By contrast, merger arbitrageurs focus on the probability of the deal being approved and how long it will take to finalize the deal. Since there is a probability the deal may not be approved, merger arbitrage carries some risk.
exchange offer
This traditional merger arbitrage strategy seeks to capture the price spread between the ratio-adjusted spreads of the current market prices of the merger partners and the spreads that will be realized upon successful completion of the merger. If arbitrageurs believe that the target firm is overvalued relative to the probability that the merger will succeed, the arbitrageur can short the target and buy the acquirer.
Is there a correlation b/n stock market and merger arbitrage ?
the merger arbitrage strategy shows some correlation with the overall stock market and tends to perform poorly during market declines.
Cash and stock merger
In a cash merger, the acquiring company purchases the target company’s shares for cash. Alternatively, a stock-for-stock merger involves the exchange of the acquiring company’s stock for the target company’s stock.
risks of merger arbitrage
- regulatory
- financial
- bidding war risk
- deal failure
Role of merger arbitrageurs
1) They specialize in assessing these risks and maintaining a portfolio diversified across several industries.

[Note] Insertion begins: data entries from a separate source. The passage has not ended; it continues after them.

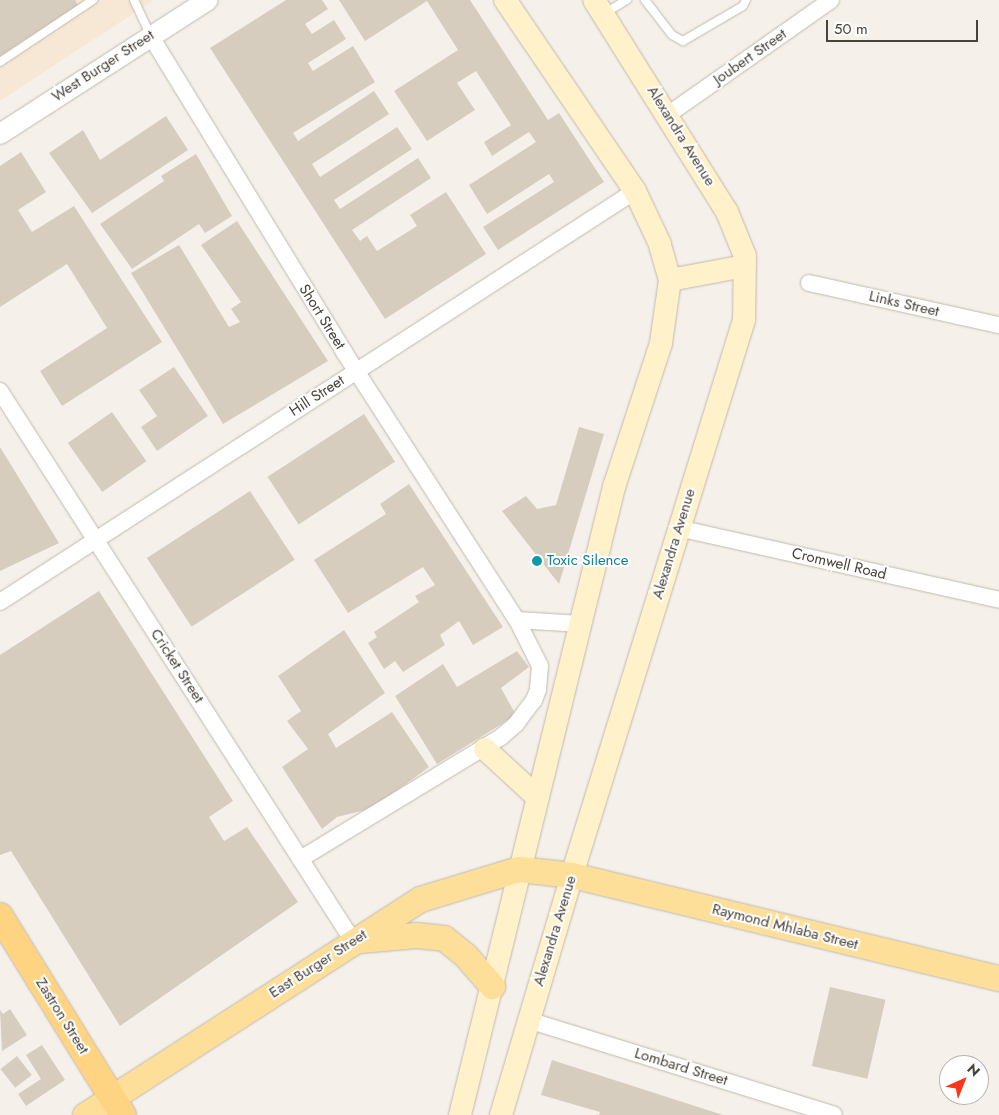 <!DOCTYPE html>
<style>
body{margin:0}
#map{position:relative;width:999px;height:1115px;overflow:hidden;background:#f5f1ea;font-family:Jost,sans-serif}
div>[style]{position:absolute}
.commercial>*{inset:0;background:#f6e8d5}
.building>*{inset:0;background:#d7cdbf;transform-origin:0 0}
.roads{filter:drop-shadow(0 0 1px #c1b9ac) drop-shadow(0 0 1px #c1b9ac)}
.service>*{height:8px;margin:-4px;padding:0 4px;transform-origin:4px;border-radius:4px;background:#fff}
.minor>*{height:16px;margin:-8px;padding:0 8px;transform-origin:8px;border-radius:8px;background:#fff}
.tertiary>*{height:20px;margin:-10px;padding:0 10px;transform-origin:10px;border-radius:10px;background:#fff}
.secondary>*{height:22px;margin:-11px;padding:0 11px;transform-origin:11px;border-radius:11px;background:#fff1ca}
.primary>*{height:25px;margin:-12.5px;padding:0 12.5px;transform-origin:12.5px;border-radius:12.5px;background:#fedf99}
.trunk>*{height:26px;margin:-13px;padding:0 13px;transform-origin:13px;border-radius:13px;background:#fed482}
.dots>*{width:14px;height:14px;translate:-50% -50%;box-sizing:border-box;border:2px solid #fff;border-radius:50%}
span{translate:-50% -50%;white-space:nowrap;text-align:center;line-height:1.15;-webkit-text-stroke:4px #fff;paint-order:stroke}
.street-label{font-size:15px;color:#494238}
.culture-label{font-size:15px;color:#0d838f}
.left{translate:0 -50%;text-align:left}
.north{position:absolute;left:939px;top:1055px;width:50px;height:50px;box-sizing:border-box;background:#fff;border:1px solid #b6b3af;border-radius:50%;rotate:44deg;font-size:14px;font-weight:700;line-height:20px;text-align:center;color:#494238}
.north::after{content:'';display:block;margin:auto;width:18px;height:22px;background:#fb371b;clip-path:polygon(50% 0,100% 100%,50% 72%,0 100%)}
.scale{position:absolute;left:826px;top:20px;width:152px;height:22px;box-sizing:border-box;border:2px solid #494238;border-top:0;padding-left:6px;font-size:15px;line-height:18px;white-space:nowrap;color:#494238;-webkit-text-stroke:4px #fff;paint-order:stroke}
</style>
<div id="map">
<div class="commercial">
<div style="clip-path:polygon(0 0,154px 0,0 101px)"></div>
</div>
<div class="building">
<div style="clip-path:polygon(0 0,75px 0,78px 5px,0 56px)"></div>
<div style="clip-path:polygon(286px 0,322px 0,328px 9px,305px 24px,312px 34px,334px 20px,346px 39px,308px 63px,313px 71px,353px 46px,375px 82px,293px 133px,298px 141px,374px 91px,389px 114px,312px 164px,320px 177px,397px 127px,412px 149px,334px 200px,340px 209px,418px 158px,431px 178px,352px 230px,360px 241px,367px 236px,377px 251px,417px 226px,410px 215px,446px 192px,486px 254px,385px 319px,210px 48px)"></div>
<div style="clip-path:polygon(339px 0,470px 0,548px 120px,559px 113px,604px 182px,498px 250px,483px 227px,554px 182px,549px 174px,487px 214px,469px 185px,536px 142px,529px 132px,492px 156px,484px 142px,511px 125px,476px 71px,457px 83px,475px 110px,427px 141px,394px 91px,458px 50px,427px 1px,365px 41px)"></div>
<div style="clip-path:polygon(166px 116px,188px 150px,92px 213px,49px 153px,83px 130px,100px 160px)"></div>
<div style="clip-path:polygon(21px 152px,46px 192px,18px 210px,32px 232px,74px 206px,162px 342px,62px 406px,40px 371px,107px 328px,67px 264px,0 307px,0 166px)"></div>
<div style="clip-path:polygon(196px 154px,232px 216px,205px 233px,199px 224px,132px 269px,100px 224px,164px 181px,161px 176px)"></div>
<div style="clip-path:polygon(237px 221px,328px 361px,223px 424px,131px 273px,179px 245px,229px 327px,240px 322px,231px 309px,241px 302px,201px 245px)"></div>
<div style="clip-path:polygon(174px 367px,208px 416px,157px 451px,141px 427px,157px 416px,139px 390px)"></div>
<div style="left:112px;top:412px;width:60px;height:54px;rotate:55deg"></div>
<div style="left:364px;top:414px;width:57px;height:115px;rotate:57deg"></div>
<div style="clip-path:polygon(579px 427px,604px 434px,559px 584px,502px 511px,526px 496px,537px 509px,556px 505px)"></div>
<div style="clip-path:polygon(0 447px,59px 543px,0 571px)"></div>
<div style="clip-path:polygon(409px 484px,503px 627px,473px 645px,459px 621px,440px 635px,445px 645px,403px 672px,395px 661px,384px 669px,368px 643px,377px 637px,374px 632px,419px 602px,415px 596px,435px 585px,423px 567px,348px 613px,314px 560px,386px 514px,380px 504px)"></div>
<div style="left:250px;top:491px;width:82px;height:123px;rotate:57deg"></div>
<div style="clip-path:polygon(99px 591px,233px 801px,209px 817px,224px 841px,247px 827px,298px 902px,120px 1026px,11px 851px,0 855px,0 655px)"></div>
<div style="clip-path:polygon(344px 630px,385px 693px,328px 734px,336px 748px,392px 712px,429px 767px,373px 808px,337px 817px,322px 829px,282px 767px,308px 749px,287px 721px,301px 711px,278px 676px)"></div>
<div style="clip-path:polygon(517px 651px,529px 667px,501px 688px,516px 715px,437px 764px,395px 696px,443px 664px,457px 687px)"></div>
<div style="left:830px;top:987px;width:57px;height:81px;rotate:13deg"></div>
<div style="clip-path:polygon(10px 1009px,27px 1035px,2px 1051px,0 1010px,3px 1014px)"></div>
<div style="clip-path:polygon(42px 1045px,65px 1080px,26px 1106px,18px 1094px,41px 1079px,26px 1055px)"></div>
<div style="left:17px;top:1056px;width:24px;height:21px;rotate:52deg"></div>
<div style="clip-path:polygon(552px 1060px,723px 1115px,599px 1115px,600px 1112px,541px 1095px)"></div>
</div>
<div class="roads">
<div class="service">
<div style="left:134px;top:0;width:38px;rotate:65deg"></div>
<div style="left:645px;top:0;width:44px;rotate:52.4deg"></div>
<div style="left:672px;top:35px;width:13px;rotate:29deg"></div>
<div style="left:683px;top:41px;width:69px;rotate:-30.3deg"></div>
<div style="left:743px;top:6px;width:7px;rotate:-63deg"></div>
<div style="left:605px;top:13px;width:26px;rotate:-31deg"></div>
<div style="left:0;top:62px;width:112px;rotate:-33.7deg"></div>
</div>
<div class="minor">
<div style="left:150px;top:35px;width:372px;rotate:58.5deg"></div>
<div style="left:344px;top:352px;width:319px;rotate:57.2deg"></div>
<div style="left:517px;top:620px;width:51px;rotate:63.4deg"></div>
<div style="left:540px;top:666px;width:24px;rotate:95deg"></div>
<div style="left:538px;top:690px;width:11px;rotate:112deg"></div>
<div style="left:534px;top:700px;width:30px;rotate:127deg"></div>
<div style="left:516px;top:724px;width:20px;rotate:139deg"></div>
<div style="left:501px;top:737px;width:235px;rotate:148.7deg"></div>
<div style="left:669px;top:114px;width:198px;rotate:-35.1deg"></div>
<div style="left:809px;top:283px;width:195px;rotate:12.5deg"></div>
<div style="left:0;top:391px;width:654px;rotate:57.31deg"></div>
<div style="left:678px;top:528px;width:329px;rotate:12.6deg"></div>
<div style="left:0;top:602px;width:756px;rotate:-32.91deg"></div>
<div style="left:517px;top:620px;width:64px;rotate:3.6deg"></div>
<div style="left:528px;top:1020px;width:320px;rotate:17.2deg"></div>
</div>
<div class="tertiary">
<div style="left:0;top:134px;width:247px;rotate:-32.8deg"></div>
</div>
<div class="secondary">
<div style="left:670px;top:280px;width:76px;rotate:-10.6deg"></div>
<div style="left:485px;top:749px;width:71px;rotate:42.7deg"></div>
<div style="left:460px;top:1115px;width:647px;rotate:-76.22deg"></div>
<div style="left:614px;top:487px;width:151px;rotate:-71.9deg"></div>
<div style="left:661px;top:343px;width:64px;rotate:-81.9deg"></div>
<div style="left:670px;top:280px;width:37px;rotate:-106deg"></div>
<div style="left:660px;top:244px;width:59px;rotate:-115.3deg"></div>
<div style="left:635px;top:191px;width:231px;rotate:-124.2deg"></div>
<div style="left:501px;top:1115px;width:250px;rotate:-73.5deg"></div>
<div style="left:572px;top:875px;width:581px;rotate:-72.78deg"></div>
<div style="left:744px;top:320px;width:64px;rotate:-89.1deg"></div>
<div style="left:745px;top:256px;width:48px;rotate:-112.2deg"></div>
<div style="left:727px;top:212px;width:250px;rotate:-122.1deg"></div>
</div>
<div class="primary">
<div style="left:360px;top:940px;width:56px;rotate:-5.1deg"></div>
<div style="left:416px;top:935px;width:28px;rotate:6deg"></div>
<div style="left:444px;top:938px;width:28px;rotate:39deg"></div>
<div style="left:466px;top:956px;width:40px;rotate:49deg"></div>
<div style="left:85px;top:1115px;width:399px;rotate:-32.8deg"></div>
<div style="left:420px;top:899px;width:103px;rotate:-16.9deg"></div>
<div style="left:519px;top:869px;width:53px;rotate:6.5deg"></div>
<div style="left:572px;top:875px;width:439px;rotate:13.6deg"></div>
</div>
<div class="trunk">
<div style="left:0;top:916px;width:234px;rotate:58.3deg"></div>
</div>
</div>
<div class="dots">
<div style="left:537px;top:561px;background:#0f9aa8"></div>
</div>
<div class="street-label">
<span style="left:750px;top:57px;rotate:-35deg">Joubert Street</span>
<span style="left:103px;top:66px;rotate:-33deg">West Burger Street</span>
<span style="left:681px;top:136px;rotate:58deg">Alexandra Avenue</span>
<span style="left:904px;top:304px;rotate:13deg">Links Street</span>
<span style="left:322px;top:317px;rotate:58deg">Short Street</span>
<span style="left:317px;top:396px;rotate:-33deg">Hill Street</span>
<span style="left:674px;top:544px;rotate:-73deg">Alexandra Avenue</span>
<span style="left:839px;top:564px;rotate:13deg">Cromwell Road</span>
<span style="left:177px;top:666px;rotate:57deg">Cricket Street</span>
<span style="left:785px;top:927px;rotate:14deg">Raymond Mhlaba Street</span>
<span style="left:555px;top:931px;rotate:-73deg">Alexandra Avenue</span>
<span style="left:318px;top:964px;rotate:-33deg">East Burger Street</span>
<span style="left:62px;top:1016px;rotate:58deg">Zastron Street</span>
<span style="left:681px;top:1067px;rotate:17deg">Lombard Street</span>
</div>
<div class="culture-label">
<span class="left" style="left:547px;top:561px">Toxic Silence</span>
</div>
<div class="north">N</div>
<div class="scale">50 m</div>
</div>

2) Conduct substantial research on the companies involved in the merger. They review current and prior financial statements, SEC EDGAR filings, proxy statements, management structures, cost savings from redundant operations, strategic reasons for the merger, regulatory issues, press releases, the financial resources of the acquirer, and the competitive position of the combined company within the industry in which it competes.
SEC EDGAR
EDGAR is the Electronic Data Gathering, Analysis, and Retrieval system used at the U.S. Securities and Exchange Commission (SEC). EDGAR is the primary system for submissions by companies and others who are required by law to file information with the SEC.